Published April 14, 2020|3 min read
The coronavirus crisis has many companies scrambling to conserve cash. Many are temporarily reducing how much they contribute to employee 401(k) plans.
If your company halts its contributions, what does this mean for you?
Employers do not have to match their employees' retirement contributions, though many of them do as a benefits perk. A recent study by Vanguard found that half of plans come with a company match.
During economic hardship, it may make financial sense for employers to temporarily halt retirement contributions before taking more serious measures, like reducing health benefits, said Dennis Nolte, certified financial planner and vice president of Seacoast Investment Services.
Your retirement savings can take a significant hit without an employer contribution. Employers offer to match an average of 4.3% of worker pay, based on the same Vanguard study. While that may not sound like much, it can add up over time, thanks to compound interest.

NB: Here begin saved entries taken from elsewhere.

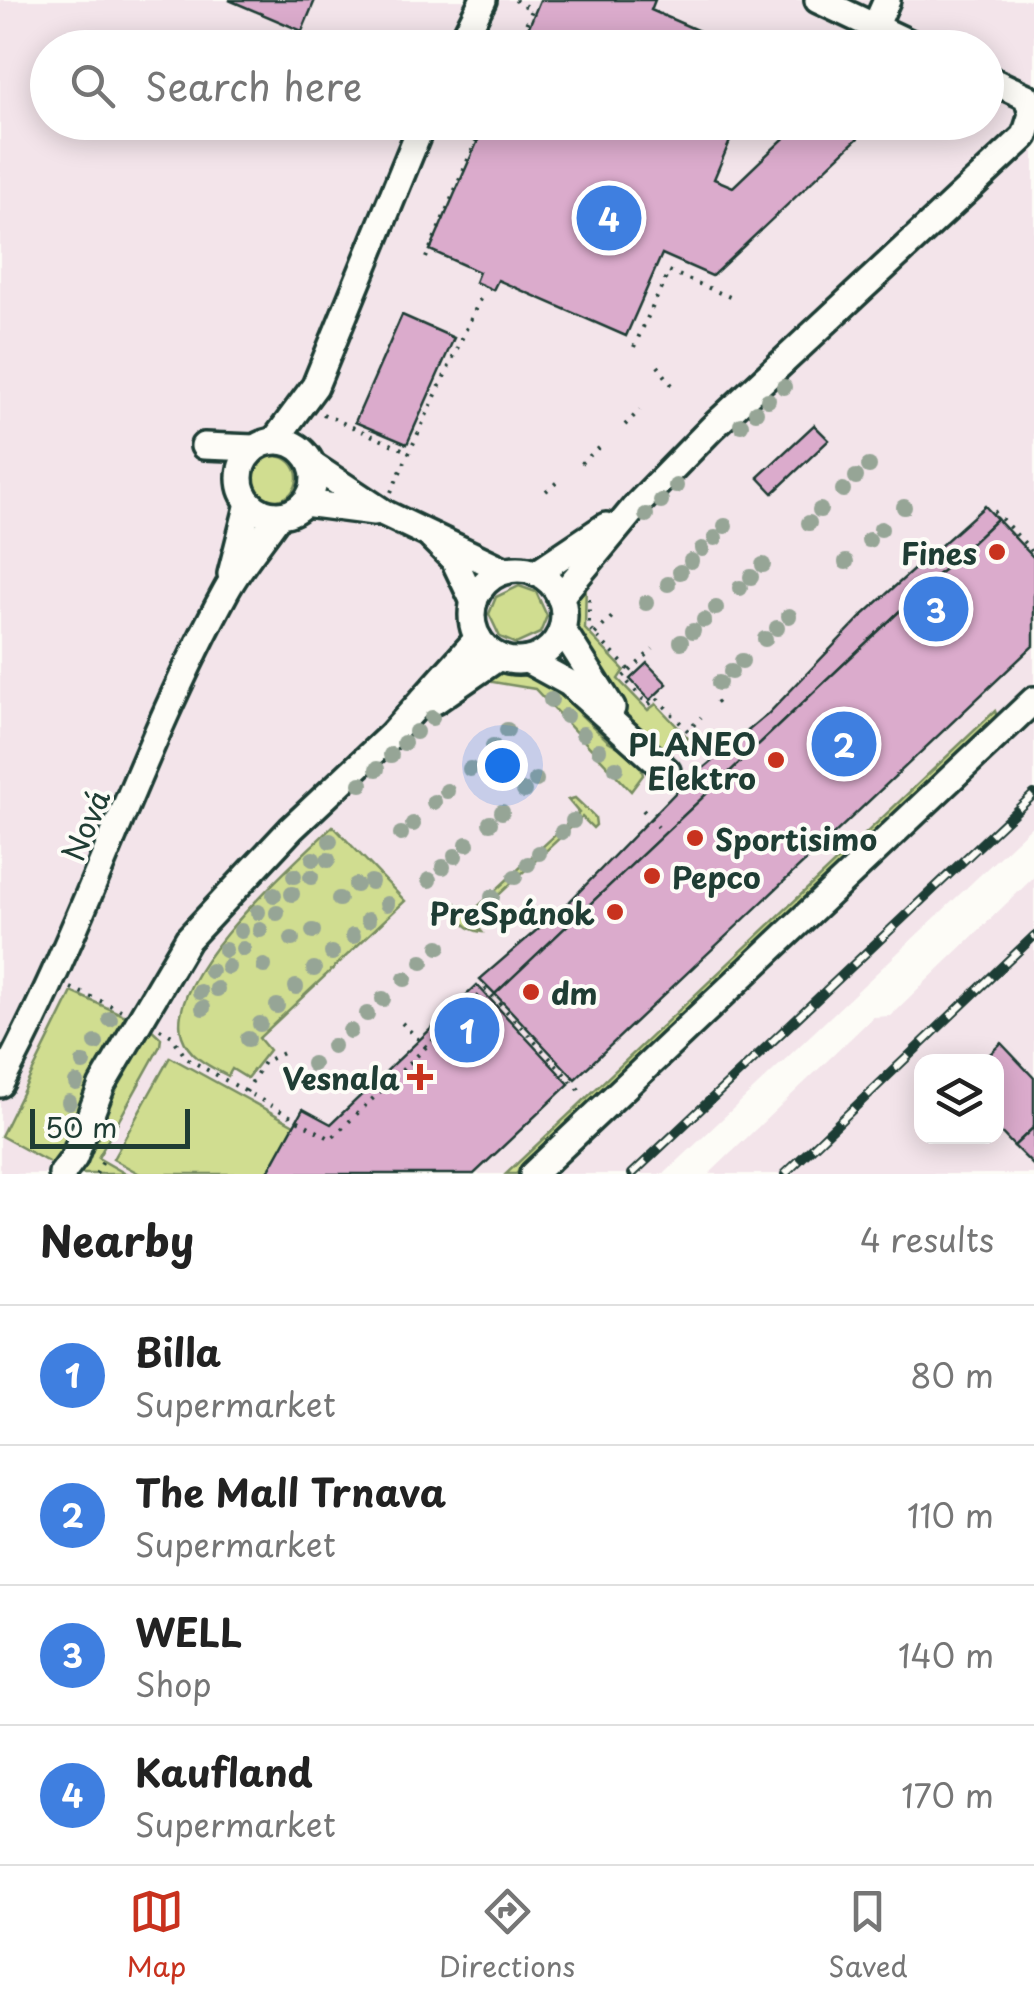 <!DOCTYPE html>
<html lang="en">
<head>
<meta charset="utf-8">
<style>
	body { margin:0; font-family:"Playpen Sans",sans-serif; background:#f2f2f2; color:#222 }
	.controls { position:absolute; right:30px; bottom:30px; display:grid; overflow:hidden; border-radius:20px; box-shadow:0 5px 25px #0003 }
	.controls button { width:90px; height:90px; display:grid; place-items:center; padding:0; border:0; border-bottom:2px solid #e0e0e0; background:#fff; color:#222; font:50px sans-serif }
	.scale { position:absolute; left:30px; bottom:25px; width:160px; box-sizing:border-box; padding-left:10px; border:5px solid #1f3d34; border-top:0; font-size:28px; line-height:35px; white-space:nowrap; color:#1f3d34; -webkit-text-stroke:8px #fdfcf7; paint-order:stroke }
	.you { position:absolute; left:502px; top:765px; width:35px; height:35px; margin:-25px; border:8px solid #fff; border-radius:50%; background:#1a73e8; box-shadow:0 0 0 15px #1a73e833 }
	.badge { display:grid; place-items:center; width:65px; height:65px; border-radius:50%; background:#c8321e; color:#fff; font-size:32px; font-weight:700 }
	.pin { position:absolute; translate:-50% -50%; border:5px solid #fff; box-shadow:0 2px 10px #0006 }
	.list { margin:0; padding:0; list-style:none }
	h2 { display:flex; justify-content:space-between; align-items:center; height:130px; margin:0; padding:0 40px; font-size:42px }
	h2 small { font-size:32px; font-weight:400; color:#767676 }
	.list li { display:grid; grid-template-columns:65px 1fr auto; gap:30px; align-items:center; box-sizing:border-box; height:140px; padding:0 40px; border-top:2px solid #e0e0e0 }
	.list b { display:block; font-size:38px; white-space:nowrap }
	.list p { margin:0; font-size:32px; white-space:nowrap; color:#767676 }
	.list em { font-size:32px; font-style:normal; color:#767676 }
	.icon { flex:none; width:55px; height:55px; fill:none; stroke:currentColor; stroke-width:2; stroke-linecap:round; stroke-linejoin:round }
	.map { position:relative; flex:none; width:1034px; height:1174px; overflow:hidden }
	.search { position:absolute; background:#fff; box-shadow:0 5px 25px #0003; left:30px; right:30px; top:30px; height:110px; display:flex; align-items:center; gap:25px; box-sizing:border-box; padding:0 35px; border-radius:55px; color:#767676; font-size:38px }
	.sheet { height:690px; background:#fff }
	nav { display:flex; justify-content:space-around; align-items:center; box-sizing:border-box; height:140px; border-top:2px solid #e0e0e0; background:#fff; font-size:28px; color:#767676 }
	nav a { display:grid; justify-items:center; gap:5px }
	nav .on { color:#c8321e }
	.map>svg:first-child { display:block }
</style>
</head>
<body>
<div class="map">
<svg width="1034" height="1174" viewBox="0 0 1034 1174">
	<rect width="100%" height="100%" fill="#fdfcf7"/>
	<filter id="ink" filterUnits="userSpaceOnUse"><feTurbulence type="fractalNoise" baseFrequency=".01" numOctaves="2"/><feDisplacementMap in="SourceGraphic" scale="20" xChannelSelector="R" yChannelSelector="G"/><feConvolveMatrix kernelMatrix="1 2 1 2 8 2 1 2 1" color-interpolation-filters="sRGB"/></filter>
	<g filter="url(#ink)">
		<g fill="#f3e4ea" fill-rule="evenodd">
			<path d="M0,0H1034V824L664,1174H0ZM48,48H986V122H48Z"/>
			<path d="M1034,877V1174H709L873,1017L890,1016ZM922,1062H996V1136H922Z"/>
		</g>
		<g fill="#d0dd90" stroke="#788d62" stroke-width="2.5">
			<circle cx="275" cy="478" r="22"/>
			<path d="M586,578L585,629L624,670L618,679L648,710L656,704L688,738L669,750C642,741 576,658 573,630C571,610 576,594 586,578Z"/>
			<path d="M519,586L536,592L547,616L540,633L516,644L500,637L489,614L496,597Z"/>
			<path d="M538,671L566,691L581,715L608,741L639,759L643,775L631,791L535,689L487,681L490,672Z"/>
			<path d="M995,711L998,720L516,1174H506Z"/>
			<path d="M575,798L595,817L596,825L593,828L582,817L472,920L482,932C469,931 453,918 457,904L469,915L579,813L568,800Z"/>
			<path d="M333,826L405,901L259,1038L269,1050L247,1078L232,1069L228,1076C209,1066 189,1057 182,1036C163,978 294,863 333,826Z"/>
			<path d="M72,992L128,1017L96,1070L69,1141L54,1165L1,1136Z"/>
			<path d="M150,1028L161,1038L160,1046L98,1158L126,1174H81L110,1093Z"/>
			<path d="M170,1057L294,1125L267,1174H140L113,1159Z"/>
		</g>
		<g fill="#dbabcc" stroke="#1f3d34" stroke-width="2.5">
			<path d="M229,0H315L302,31Z"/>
			<path d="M540,0H655L651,10L738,48H520Z"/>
			<path d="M486,122H738L714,179L733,187L801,122H875L712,276L662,254L626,336L498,280L493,290L475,282L479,272L430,250Z"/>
			<path d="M402,315L454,338L407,444L355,422Z"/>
			<path d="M814,425L829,440L773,493L758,477Z"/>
			<path d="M985,506L997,519L495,994L480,979L568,903L682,786L768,714L863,615Z"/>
			<path d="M997,519L1034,558V645L575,1079L495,994Z"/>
			<path d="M647,663L667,684L650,700L630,679Z"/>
			<path d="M477,985L569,1084L474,1174H267L303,1109L331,1124Z"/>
			<path d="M1001,1043L1034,1078V1127L1014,1146L996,1127V1062H982Z"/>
			<path d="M1034,1127V1166L1014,1146Z"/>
		</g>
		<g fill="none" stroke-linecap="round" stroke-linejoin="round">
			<g stroke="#1f3d34" stroke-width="32">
				<g id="minor">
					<path d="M818,0L920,48"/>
					<path d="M875,27L887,0"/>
					<path d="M459,48L483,0"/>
					<path d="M275,440L315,386L423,122"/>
					<circle cx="277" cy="478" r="37"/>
					<path d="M204,446L254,448"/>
					<path d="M312,465L386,514L506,571"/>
					<path d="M304,503L374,512"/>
					<path d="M432,538L454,560L474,602"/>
					<circle cx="518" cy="615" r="46"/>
					<path d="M536,573L606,526"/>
					<path d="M231,574L249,503"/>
					<path d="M560,597L635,507L712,428L1025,136L1032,114L1027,97L986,78"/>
					<path d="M562,629L612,708"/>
					<path d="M527,660L569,683L667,771"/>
					<path d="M435,701L499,657"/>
					<path d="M0,1084C86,925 139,750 226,591C240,565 261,541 278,516"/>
					<path d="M62,1174L74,1158L102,1085L188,939L291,829L391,735L478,638"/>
					<path d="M533,1174L1034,700"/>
				</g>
			</g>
			<g stroke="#1f3d34" stroke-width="4" stroke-dasharray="2.5 8" stroke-linecap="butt">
				<path d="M515,0L532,10L516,48"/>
				<path d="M426,258L484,122"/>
				<path d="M634,347L669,271L732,298"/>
				<path d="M658,366L672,385"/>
				<path d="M323,414L409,452"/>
				<path d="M625,425L640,410"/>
				<path d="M581,463L604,444"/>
				<path d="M546,491L561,479"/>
				<path d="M391,492L481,297"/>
				<path d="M994,511L1034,553"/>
				<path d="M589,599V628L630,671L623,677L648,705L657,698L688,731L701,717"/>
				<path d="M595,634L617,612"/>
				<path d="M630,671L653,649"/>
				<path d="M716,703L719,700"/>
				<path d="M643,810L658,827"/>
				<path d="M71,988L121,1010"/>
				<path d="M402,1023L426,1047"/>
				<path d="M160,1029L172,1036L186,1058L331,1139L486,989L583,1094"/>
				<path d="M246,1092L264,1062L285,1052"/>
				<path d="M96,1174L105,1158"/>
			</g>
			<use href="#minor" stroke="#fdfcf7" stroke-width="25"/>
			<g stroke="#1f3d34" stroke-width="10">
				<g id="rail">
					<path d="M632,1174L1034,794"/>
					<path d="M785,1174L1034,936"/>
				</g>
			</g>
			<use href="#rail" stroke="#fdfcf7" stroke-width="6" stroke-dasharray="19" stroke-linecap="butt"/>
		</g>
		<g fill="#96a596">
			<circle cx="784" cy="387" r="8"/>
			<circle cx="768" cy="400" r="8"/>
			<circle cx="756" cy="412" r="8"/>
			<circle cx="741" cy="425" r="8"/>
			<circle cx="869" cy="466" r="8"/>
			<circle cx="856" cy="477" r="8"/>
			<circle cx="676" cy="486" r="8"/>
			<circle cx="843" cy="490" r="8"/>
			<circle cx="661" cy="501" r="8"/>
			<circle cx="904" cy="507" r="8"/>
			<circle cx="820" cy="510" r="8"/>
			<circle cx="646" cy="515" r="8"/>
			<circle cx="809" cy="523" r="8"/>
			<circle cx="725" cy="526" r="8"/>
			<circle cx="881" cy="529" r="8"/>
			<circle cx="715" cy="538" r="8"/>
			<circle cx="869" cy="540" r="8"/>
			<circle cx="702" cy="549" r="8"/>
			<circle cx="691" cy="561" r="8"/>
			<circle cx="846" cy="562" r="8"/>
			<circle cx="763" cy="565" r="8"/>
			<circle cx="680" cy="572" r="8"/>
			<circle cx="751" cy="577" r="8"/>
			<circle cx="668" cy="584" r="8"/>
			<circle cx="740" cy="588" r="8"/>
			<circle cx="646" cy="603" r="8"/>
			<circle cx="716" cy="608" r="8"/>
			<circle cx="789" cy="616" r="8"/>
			<circle cx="704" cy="620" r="8"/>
			<circle cx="777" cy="628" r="8"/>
			<circle cx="693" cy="631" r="8"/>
			<circle cx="765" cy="639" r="8"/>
			<circle cx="681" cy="642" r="8"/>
			<circle cx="742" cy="661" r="8"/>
			<circle cx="731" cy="672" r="8"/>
			<circle cx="719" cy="683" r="8"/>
			<circle cx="551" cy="700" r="8"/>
			<circle cx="566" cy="716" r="8"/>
			<circle cx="432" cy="718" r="8"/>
			<circle cx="507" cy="730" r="8"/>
			<circle cx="416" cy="732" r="8"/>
			<circle cx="583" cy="734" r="8"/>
			<circle cx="404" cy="743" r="8"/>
			<circle cx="493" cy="746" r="8"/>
			<circle cx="599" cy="750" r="8"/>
			<circle cx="391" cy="755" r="8"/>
			<circle cx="616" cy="768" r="8"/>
			<circle cx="377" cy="769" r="8"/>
			<circle cx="470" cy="769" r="8"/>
			<circle cx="536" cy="780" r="8"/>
			<circle cx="361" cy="784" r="8"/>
			<circle cx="447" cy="791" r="8"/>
			<circle cx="524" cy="791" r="8"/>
			<circle cx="434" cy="802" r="8"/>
			<circle cx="502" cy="812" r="8"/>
			<circle cx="573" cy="821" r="8"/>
			<circle cx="490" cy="823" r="8"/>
			<circle cx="413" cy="824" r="8"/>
			<circle cx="562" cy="832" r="8"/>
			<circle cx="401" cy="834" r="8"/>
			<circle cx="330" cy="841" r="8"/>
			<circle cx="467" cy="844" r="8"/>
			<circle cx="539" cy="853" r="8"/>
			<circle cx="455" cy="856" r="8"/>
			<circle cx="313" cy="859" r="8"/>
			<circle cx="328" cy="860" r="8"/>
			<circle cx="528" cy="864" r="8"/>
			<circle cx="443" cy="867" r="8"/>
			<circle cx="294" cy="876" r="8"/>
			<circle cx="311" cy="877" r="8"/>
			<circle cx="515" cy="877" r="8"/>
			<circle cx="429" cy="880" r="8"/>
			<circle cx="371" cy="882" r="8"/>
			<circle cx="356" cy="885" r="8"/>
			<circle cx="292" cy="894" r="8"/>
			<circle cx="274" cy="895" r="8"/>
			<circle cx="492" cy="897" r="8"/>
			<circle cx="339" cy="899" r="8"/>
			<circle cx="387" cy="904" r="8"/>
			<circle cx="258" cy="912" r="8"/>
			<circle cx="277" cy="913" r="8"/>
			<circle cx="368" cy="920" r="8"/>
			<circle cx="260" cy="930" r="8"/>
			<circle cx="241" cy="931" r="8"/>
			<circle cx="313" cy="931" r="8"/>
			<circle cx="353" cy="936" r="8"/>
			<circle cx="292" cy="939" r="8"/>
			<circle cx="439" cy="947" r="8"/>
			<circle cx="243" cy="949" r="8"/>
			<circle cx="225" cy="950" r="8"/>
			<circle cx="332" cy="953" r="8"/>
			<circle cx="422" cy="962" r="8"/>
			<circle cx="264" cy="966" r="8"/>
			<circle cx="228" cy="967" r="8"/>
			<circle cx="314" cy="969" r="8"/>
			<circle cx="211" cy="971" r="8"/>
			<circle cx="405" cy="979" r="8"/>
			<circle cx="296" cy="987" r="8"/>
			<circle cx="217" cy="989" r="8"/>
			<circle cx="200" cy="992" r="8"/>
			<circle cx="383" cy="999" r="8"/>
			<circle cx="277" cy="1006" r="8"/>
			<circle cx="203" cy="1008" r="8"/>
			<circle cx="367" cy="1014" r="8"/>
			<circle cx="110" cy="1019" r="8"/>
			<circle cx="260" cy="1024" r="8"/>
			<circle cx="350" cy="1031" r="8"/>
			<circle cx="248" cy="1039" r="8"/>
			<circle cx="96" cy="1043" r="8"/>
			<circle cx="333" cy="1046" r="8"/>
			<circle cx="83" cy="1063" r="8"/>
			<circle cx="313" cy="1064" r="8"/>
			<circle cx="76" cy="1083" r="8"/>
			<circle cx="69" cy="1102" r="8"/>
			<circle cx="63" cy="1124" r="8"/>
		</g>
	</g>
	<g fill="#c8321e" stroke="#fdfcf7" stroke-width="4">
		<circle cx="997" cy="552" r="10"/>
		<circle cx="776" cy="760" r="10"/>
		<circle cx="695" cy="838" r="10"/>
		<circle cx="652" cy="876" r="10"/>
		<circle cx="615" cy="912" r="10"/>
		<circle cx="531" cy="992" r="10"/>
		<path d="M415 1062h10v10h10v10h-10v10h-10v-10h-10v-10h10z"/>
	</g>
	<g text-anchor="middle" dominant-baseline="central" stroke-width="8" stroke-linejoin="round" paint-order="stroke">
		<g font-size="30" font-weight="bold" fill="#1f3d34" stroke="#fdfcf7" text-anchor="end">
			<text x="977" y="552">Fines</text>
			<text x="756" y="743">PLANEO<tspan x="756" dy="34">Elektro</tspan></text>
			<text x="715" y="838" text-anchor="start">Sportisimo</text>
			<text x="672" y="876" text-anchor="start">Pepco</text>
			<text x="595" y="912">PreSpánok</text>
			<text x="551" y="992" text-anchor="start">dm</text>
			<text x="400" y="1077">Vesnala</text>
		</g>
		<g font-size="30" fill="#1f3d34" stroke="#fdfcf7">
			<text transform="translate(85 825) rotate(-67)">Nová</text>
		</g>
	</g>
</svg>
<div class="controls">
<button><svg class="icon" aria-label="layers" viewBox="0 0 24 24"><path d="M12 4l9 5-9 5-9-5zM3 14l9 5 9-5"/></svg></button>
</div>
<div class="scale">50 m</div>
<div class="you"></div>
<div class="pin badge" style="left:467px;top:1030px;background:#3f7fe0">1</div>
<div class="pin badge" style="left:844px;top:744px;background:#3f7fe0">2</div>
<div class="pin badge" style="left:936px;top:609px;background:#3f7fe0">3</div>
<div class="pin badge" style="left:609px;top:218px;background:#3f7fe0">4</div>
<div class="search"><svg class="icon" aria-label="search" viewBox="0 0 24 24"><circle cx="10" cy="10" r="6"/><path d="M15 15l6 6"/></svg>Search here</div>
</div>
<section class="sheet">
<h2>Nearby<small>4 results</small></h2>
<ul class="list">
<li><span class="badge" style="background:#3f7fe0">1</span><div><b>Billa</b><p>Supermarket</p></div><em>80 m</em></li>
<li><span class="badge" style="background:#3f7fe0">2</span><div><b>The Mall Trnava</b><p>Supermarket</p></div><em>110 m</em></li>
<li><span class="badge" style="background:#3f7fe0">3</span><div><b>WELL</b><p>Shop</p></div><em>140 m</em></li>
<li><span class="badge" style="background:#3f7fe0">4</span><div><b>Kaufland</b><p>Supermarket</p></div><em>170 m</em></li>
</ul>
</section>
<nav>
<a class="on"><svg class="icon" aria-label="map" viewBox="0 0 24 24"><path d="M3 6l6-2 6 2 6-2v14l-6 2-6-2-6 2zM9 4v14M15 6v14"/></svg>Map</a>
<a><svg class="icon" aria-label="directions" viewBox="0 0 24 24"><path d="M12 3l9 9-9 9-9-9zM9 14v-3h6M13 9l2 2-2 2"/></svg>Directions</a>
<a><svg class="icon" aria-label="saved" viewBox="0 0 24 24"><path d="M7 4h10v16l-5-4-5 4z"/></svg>Saved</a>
</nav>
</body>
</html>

This isn’t a new tactic. Many U.S. employers cut back on 401(k) contributions during the 2008 recession, and reinstated them years later, said Nolte.
If you’re already contributing to a 401(k) plan, don’t stop. Take advantage of any extra cash flow you may have from not commuting and eating out to replace your company’s match.
“If your company suspended its employer match, and you have a stable job and feel confident that your company can weather the storm, you should continue to contribute to your 401(k),” said Melissa Brennan, certified financial planner at Vogel Financial Advisors.
If you’re undergoing financial hardship or want to pad your emergency savings, try reducing your contribution amount before stopping contributions altogether. For example, if you’re currently giving 10%, try scaling back contributions to 8% or 6% of your pay. While saving for retirement is important, so is addressing current financial needs.
Here’s how much you should be saving for retirement.
You may still be able to contribute to an individual retirement plan, either a Roth IRA or traditional IRA, said Jay Spector, certified financial planner and wealth advisor at Barton Spector Wealth Strategies. Compared to 401(k) accounts, IRAs often offer larger investment options and lower fees.
“You will be much better off in the long run by continuing to invest through an IRA,” he said.
Using an IRA may also lower your taxable income. The IRS has pushed the IRA contribution deadline (as well as the tax filing deadline) to July 15, giving taxpayers an extra 90 days to make a contribution and potentially claim a deduction on your 2019 tax return.
Another option? Using a brokerage account to invest on your own. You won’t get the tax deferral benefits of a 401(k) or IRA with a brokerage account, but it’s a good option to put away some post-tax dollars. You can purchase several types of investments through brokerage accounts including stocks, bonds, mutual funds and even certificates of deposit.
The recent $2 trillion stimulus package allows employees to withdraw up to $100,000 from their retirement plan penalty-free. Investors can also take a 401(k) loan of up to $100,000.
But just because you can, doesn’t mean you should.
Early retirement withdrawals diminish future retirement earnings, as they will no longer accrue value from compound interest, said Nolte.
Even withdrawing your money a few years earlier than planned could significantly reduce the future value of that money. So think hard before you shortchange your future retirement. Your retirement fund should be seen as a last resort after you’ve exhausted all other sources of savings.
“It’s a complicated answer,” said Nolte. “What is your income looking like this year if you’ve been laid off? How much other liquidity do you have? Ask yourself these questions before you withdraw.”